Nonostante il cambiamento dei gusti e le nuove materie prime che concorrono a variare la dieta degli italiani, la pasta mantiene il suo ruolo preminente a tavola. È il piatto che tutti o quasi mangiano (con percentuali che sfiorano il 99%), in media 5 volte la settimana. A dirlo è una ricerca Doxa-AIDEPI, l'Associazione delle Industrie del Dolce e della Pasta Italiane. Il 46% degli intervistati dice di consumarla addirittura regolarmente e la considera come l'alimento preferito, per ragioni di gusto o di salute. È particolarmente diffusa nel Centro Italia, dove il 45% degli abitanti (italiani) - soprattutto uomini - mangiano la pasta tutti i giorni, scalzando così il primato sempre stato del Sud e delle Isole.
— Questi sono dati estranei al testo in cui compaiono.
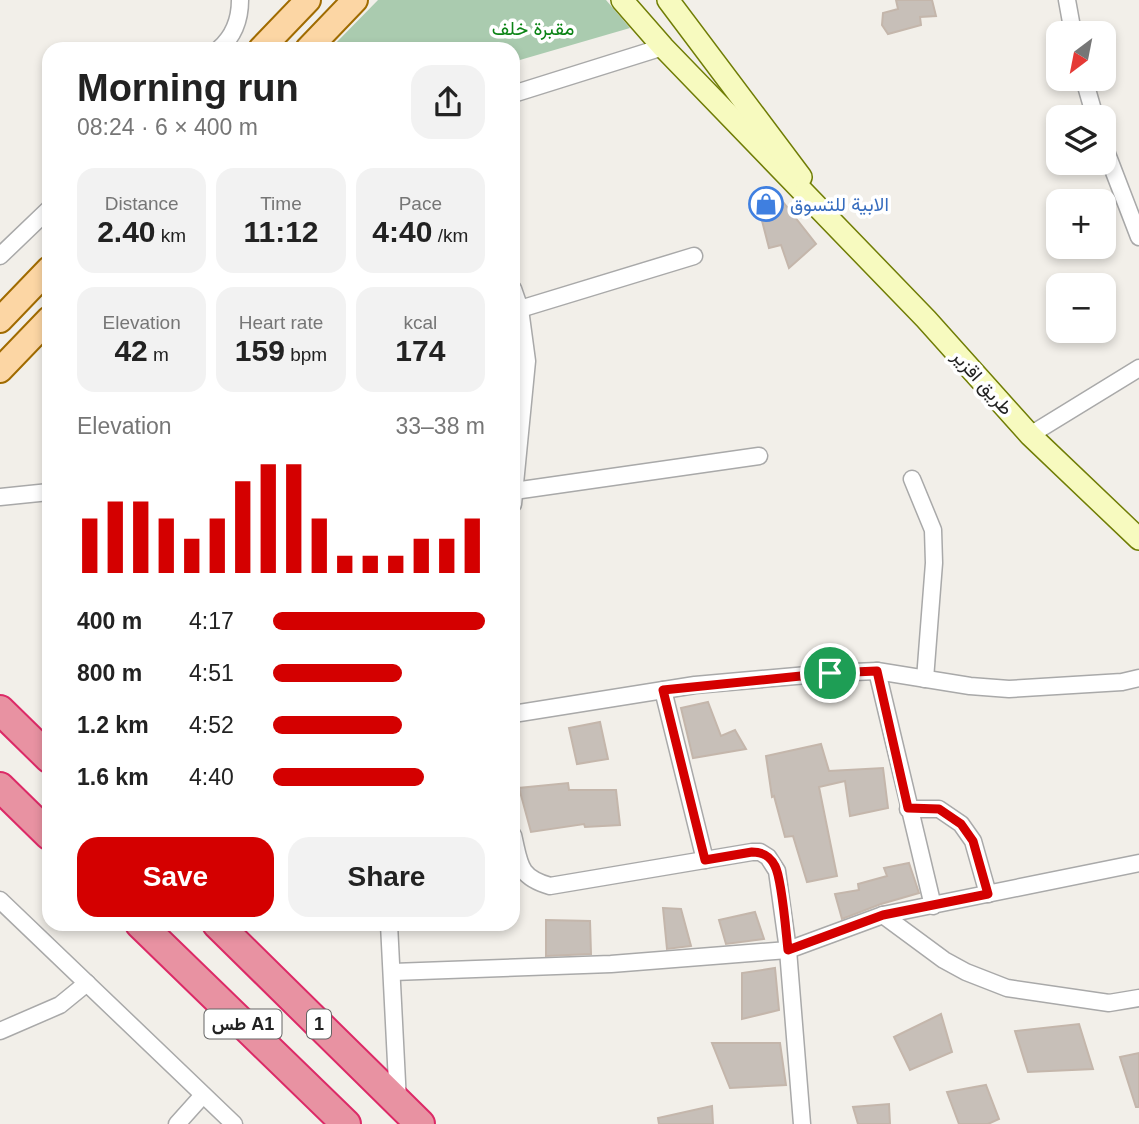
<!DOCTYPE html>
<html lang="en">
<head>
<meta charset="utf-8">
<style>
  body { margin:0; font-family:Helvetica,Vazirmatn,sans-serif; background:#f2f2f2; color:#222; height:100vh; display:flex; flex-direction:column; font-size:26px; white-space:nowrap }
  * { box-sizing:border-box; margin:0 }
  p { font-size:23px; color:#767676 }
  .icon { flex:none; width:38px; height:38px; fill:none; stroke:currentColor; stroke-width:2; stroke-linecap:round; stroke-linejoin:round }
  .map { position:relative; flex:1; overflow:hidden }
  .details { position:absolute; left:42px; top:42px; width:478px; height:889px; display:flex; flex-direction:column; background:#fff; border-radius:21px; box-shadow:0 4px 10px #0003 }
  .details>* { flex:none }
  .needle { width:46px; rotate:212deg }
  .buttons { position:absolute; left:1046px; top:21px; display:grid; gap:14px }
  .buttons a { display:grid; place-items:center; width:70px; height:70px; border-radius:14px; background:#fff; box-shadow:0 4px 10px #0003; font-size:35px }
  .pin { position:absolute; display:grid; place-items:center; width:60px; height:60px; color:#fff; margin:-30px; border:4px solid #fff; border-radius:50%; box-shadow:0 2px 7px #0007 }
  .round { display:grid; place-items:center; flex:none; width:74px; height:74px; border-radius:21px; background:#f2f2f2 }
  .overview { display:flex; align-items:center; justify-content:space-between; height:119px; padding:0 35px }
  h1 { font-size:38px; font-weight:700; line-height:52px }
  .metrics { display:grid; grid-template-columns:repeat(3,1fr); gap:10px; height:119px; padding:7px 35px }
  .metrics div { display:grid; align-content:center; border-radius:18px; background:#f2f2f2; text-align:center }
  .metrics b { font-size:30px; font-weight:700 }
  .metrics small { font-size:19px; font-weight:400 }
  .metrics p { font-size:19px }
  .chart { height:196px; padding:14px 35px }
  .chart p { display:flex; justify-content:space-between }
  .chart svg { width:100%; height:126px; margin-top:7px; stroke:#d40000; stroke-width:6 }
  .button { display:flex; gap:14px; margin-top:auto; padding:14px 35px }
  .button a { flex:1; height:80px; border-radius:21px; background:#d40000; color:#fff; font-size:28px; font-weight:700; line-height:80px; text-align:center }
  .button a+a { background:#f2f2f2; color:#222 }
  ul { padding:0 35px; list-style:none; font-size:23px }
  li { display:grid; grid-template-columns:112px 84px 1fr; align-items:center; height:52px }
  li i { height:18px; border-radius:9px; background:#d40000 }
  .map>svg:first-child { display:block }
  .cemetery { fill:#aacbaf }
  .building { fill:#c7bfb8; stroke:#c4b6ab; stroke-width:2 }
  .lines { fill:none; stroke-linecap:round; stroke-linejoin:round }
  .street-casing { stroke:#a9a9a9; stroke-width:19 }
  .secondary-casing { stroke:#707d05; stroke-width:24 }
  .primary-casing { stroke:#a06b00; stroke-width:28 }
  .highway-casing { stroke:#dc2a67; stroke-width:32 }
  .street { stroke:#fff; stroke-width:16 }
  .secondary { stroke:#f7fabf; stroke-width:21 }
  .primary { stroke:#fcd6a4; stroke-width:24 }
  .highway { stroke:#e892a2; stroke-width:28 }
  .route-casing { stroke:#fff; stroke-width:14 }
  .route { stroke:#d40000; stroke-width:9 }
  .labels { text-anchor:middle; stroke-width:7; stroke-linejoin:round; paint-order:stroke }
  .shield { fill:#fff; stroke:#646464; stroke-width:2 }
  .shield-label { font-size:18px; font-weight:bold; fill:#222 }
  .park-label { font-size:19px; fill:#0c8416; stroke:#fff }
  .shop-label { font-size:19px; fill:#366cbe; stroke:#fff; text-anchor:start }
  .street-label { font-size:19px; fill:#222; stroke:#fff }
</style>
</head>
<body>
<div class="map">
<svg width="1139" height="1124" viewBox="0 0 1139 1124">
  <rect width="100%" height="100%" fill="#f2efe9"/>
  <polygon class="cemetery" points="378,0 606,0 630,28 513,62 513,49 330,49"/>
  <g class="building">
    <polygon points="896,0 932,0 936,16 920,17 921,25 888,34 882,25 883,13 898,9"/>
    <polygon points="776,193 816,244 789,268 781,245 769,248 757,201"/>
    <polygon points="708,702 721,736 735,730 746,749 693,758 681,708"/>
    <polygon points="600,722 608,759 577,764 569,728"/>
    <polygon points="821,744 829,771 883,768 888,808 850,816 845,781 819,787 837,876 807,882 793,836 785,837 774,796 772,797 766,756"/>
    <polygon points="568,783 569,790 616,790 620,825 585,827 584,824 531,832 519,788"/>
    <polygon points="909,863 919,893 881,904 842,919 835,894 859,890 858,884 887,876 884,868"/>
    <polygon points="663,908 681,909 691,946 667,949"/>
    <polygon points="755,912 764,939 726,944 719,920"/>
    <polygon points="546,920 590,921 591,954 546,956"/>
    <polygon points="775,968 779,1010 742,1019 742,973"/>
    <polygon points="941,1014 952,1052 910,1070 894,1037"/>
    <polygon points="1079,1024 1093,1069 1028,1072 1015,1031"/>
    <polygon points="712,1043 780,1043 786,1085 730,1088"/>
    <polygon points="1139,1053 1139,1107 1136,1107 1120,1057"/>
    <polygon points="986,1085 999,1119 988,1124 959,1124 947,1092"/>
    <polygon points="889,1104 890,1124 858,1124 853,1107"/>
    <polygon points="712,1106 713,1124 659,1124 658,1118"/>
  </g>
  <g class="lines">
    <g class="street-casing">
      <g id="street">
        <polyline points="1067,0 1073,33"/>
        <path d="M219 49C234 36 240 19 240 0"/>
        <polyline points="1084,79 1095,117"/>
        <polyline points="513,94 663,47"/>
        <polyline points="1104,146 1139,237"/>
        <polyline points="0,256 49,209"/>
        <polyline points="513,289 520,309 527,361 513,504"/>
        <polyline points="520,309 694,256"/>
        <polyline points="1030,435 1139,368"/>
        <polyline points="912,479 933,530 934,563 925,679"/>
        <polyline points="514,491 759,456"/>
        <polyline points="0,497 49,492"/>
        <polyline points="877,671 933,906"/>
        <polyline points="663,690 705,860"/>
        <polyline points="513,714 695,685 830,673 877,671 970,686 1009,689 1122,682 1139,678"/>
        <polyline points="908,809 939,809 961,824 973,841 988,894"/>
        <path d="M513 835C520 864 518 877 550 886L752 852H760L768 857 777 871 788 950 802 1124"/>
        <polyline points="0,900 234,1124"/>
        <polyline points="883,915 944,960 966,972 1007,988 1109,1003 1139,998"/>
        <polyline points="389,924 398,1102"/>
        <polyline points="393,972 611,964 788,950 883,915 1139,863"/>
        <polyline points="0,1031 60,1005 87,983"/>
        <polyline points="177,1124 203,1095"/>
      </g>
    </g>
    <g class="secondary-casing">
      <g id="secondary">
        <polyline points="622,0 663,47 926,319 1030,435 1139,539"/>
        <polyline points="668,0 801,177"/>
      </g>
    </g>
    <g class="primary-casing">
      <g id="primary">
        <polyline points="261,49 308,0"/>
        <polyline points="308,49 355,0"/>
        <polyline points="0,320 49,269"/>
        <polyline points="0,370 49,319"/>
      </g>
    </g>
    <g class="highway-casing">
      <g id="highway">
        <polyline points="0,710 49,758"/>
        <polyline points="0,787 49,835"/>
        <polyline points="140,924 346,1124"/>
        <polyline points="217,924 420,1124"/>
      </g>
    </g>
    <use href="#street" class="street"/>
    <use href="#secondary" class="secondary"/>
    <use href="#primary" class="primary"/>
    <use href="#highway" class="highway"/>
  </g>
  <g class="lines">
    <g class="route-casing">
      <path id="route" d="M877 671 908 808 939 809 961 824 973 841 988 894 883 915 788 950C786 933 782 879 775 866 770 856 763 852 752 852L705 860 663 690 830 673Z"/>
    </g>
    <use href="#route" class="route"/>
  </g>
  <defs>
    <g id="shop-ring" transform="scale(1.75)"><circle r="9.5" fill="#fff" stroke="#3f7fe0" stroke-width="1.5"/><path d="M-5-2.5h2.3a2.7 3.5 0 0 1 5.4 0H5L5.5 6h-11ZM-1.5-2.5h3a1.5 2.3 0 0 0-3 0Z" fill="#3f7fe0"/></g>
  </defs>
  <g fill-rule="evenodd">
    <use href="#shop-ring" x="766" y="204"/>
  </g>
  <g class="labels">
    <g class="shield">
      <rect x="204.5" y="1009.5" width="77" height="29" rx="5"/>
      <rect x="307" y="1009.5" width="24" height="29" rx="5"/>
    </g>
    <g class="shield-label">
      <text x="243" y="1030">طس A1</text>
      <text x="319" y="1030">1</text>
    </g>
    <g class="park-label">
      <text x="533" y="35">مقبرة خلف</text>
    </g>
    <g class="shop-label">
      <text x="790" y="211">الابية للتسوق</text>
    </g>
    <g class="street-label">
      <text transform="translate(983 382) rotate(48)" y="7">طريق اقزير</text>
    </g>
  </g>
</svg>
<div class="buttons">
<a><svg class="needle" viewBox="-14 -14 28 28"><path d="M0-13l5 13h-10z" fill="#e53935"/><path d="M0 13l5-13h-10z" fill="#767676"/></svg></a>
<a><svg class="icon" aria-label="layers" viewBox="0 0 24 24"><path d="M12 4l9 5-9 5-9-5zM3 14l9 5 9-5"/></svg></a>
<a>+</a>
<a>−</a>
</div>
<div class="pin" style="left:830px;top:673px;background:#1e9e55"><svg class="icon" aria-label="arrive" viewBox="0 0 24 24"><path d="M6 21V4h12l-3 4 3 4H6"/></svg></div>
<section class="details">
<div class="overview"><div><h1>Morning run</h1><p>08:24 · 6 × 400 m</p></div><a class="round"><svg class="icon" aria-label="share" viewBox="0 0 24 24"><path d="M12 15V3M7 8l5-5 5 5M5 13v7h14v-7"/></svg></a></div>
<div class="metrics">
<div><p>Distance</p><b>2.40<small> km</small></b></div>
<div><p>Time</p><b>11:12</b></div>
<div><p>Pace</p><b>4:40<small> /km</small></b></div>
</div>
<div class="metrics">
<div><p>Elevation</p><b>42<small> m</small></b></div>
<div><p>Heart rate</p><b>159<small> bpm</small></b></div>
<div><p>kcal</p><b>174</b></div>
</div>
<div class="chart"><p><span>Elevation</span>33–38 m</p>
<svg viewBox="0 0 160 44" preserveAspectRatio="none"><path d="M5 44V25M15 44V19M25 44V19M35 44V25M45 44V32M55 44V25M65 44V12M75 44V6M85 44V6M95 44V25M105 44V38M115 44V38M125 44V38M135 44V32M145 44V32M155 44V25"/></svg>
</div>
<ul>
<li><b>400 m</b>4:17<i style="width:100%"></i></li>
<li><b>800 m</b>4:51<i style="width:61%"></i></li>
<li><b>1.2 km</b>4:52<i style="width:61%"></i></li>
<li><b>1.6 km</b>4:40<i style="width:71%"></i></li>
</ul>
<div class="button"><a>Save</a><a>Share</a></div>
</section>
</div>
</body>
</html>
Parlare di qualità di un alimento significa descrivere e caratterizzare tutti gli aspetti che lo riguardano. Non solo il sapore o l'aroma, ma anche le sue caratteristiche nutrizionali e i contenuti di sostanze estranee che possono ritrovarsi nel prodotto finale. È l'argomento su cui si è spostata l'attenzione di recente, da quando cioè le questioni di etichettatura di origine del grano hanno aperto un dibattito molto acceso sulla qualità delle farine e sull'importanza di alcuni loro parametri di composizione.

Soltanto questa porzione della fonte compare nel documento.